Hacker News new | ask | show | jobs
by poizan42 3491 days ago
A lot of people have experimented with a lot of different ways of encoding binary data as printable text. Wikipedia has a list of different encoding schemes[0].

The most efficient one is yEnc[1]. Still the simplest ones such as base64 or good old hex may actually work better once compression comes into the picture.

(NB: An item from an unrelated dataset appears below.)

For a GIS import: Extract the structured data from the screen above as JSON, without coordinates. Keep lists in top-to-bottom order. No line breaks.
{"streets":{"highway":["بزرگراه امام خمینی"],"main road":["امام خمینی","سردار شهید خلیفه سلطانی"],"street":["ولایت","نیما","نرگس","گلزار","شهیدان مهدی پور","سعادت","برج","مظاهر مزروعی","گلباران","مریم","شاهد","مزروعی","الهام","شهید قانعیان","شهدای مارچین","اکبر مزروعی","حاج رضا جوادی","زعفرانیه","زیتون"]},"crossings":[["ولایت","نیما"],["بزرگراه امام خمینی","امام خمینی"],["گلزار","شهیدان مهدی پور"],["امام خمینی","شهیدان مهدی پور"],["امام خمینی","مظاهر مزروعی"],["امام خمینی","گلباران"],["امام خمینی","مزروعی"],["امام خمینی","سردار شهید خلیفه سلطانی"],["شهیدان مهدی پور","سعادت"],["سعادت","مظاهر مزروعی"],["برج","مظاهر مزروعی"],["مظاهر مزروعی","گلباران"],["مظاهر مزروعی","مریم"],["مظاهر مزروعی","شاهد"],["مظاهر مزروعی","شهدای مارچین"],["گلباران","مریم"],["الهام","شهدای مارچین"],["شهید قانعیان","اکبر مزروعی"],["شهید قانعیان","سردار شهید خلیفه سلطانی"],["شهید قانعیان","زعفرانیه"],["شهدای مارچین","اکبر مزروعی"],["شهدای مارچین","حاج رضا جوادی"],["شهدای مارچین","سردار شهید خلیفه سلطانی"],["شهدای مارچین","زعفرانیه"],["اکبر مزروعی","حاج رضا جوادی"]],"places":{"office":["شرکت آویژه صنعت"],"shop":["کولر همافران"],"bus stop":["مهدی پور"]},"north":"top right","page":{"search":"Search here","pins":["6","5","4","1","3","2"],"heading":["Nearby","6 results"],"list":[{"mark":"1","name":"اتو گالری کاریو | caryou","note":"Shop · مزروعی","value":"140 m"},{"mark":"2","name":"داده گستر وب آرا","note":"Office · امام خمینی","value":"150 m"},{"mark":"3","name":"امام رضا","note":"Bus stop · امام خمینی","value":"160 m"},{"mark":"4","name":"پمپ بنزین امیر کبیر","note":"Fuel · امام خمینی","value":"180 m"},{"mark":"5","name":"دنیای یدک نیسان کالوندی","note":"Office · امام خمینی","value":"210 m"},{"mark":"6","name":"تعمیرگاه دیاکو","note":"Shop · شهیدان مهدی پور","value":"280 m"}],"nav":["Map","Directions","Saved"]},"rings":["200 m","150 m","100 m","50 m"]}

[0]: https://en.wikipedia.org/wiki/Binary-to-text_encoding

[1]: https://en.wikipedia.org/wiki/YEnc

3 comments

It's crucial to evaluate encoding space usage in the context of compression. For instance gzip(base16(data)) is often smaller than gzip(base64(data)) for practical data. Even though base64 is more efficient than base16, it breaks up data across byte boundaries which then makes gzip significantly less efficient.
When would you gzip encoded data instead of encoding gzipped data? Doesn't gzip after encoding defeat the whole idea of encoding the data in a format that won't get mangled by systems that expect to be handling text?
When serving gzip-compressed pages to browsers that support it.
He meant that you typically use base64 when the medium you use (e.g. email) doesn't support binary data. When you compress base64 encoded data you get back binary output. If binary output is ok to transfer, then why would you use base64 in the first place? Why not just compress the raw data?
If your embedding encoded data in another file format which forces restrictions on it. The encoding in the article is very explicitly optimized to be embedded in HTML attributes, which have a limited character range. The full HTML document is later compressed for transport, over a protocol that a) is aware of the compression and b) can transport binary data.
Came here to post this... yEnc is about as compact as you can get, and has been around for over a decade.

Besides that, the Z85 encoding is the next runner up as a compact "string safe" encoding: https://rfc.zeromq.org/spec:32/Z85/

YEnc is unsuitable when the text will be transfered as UTF-8.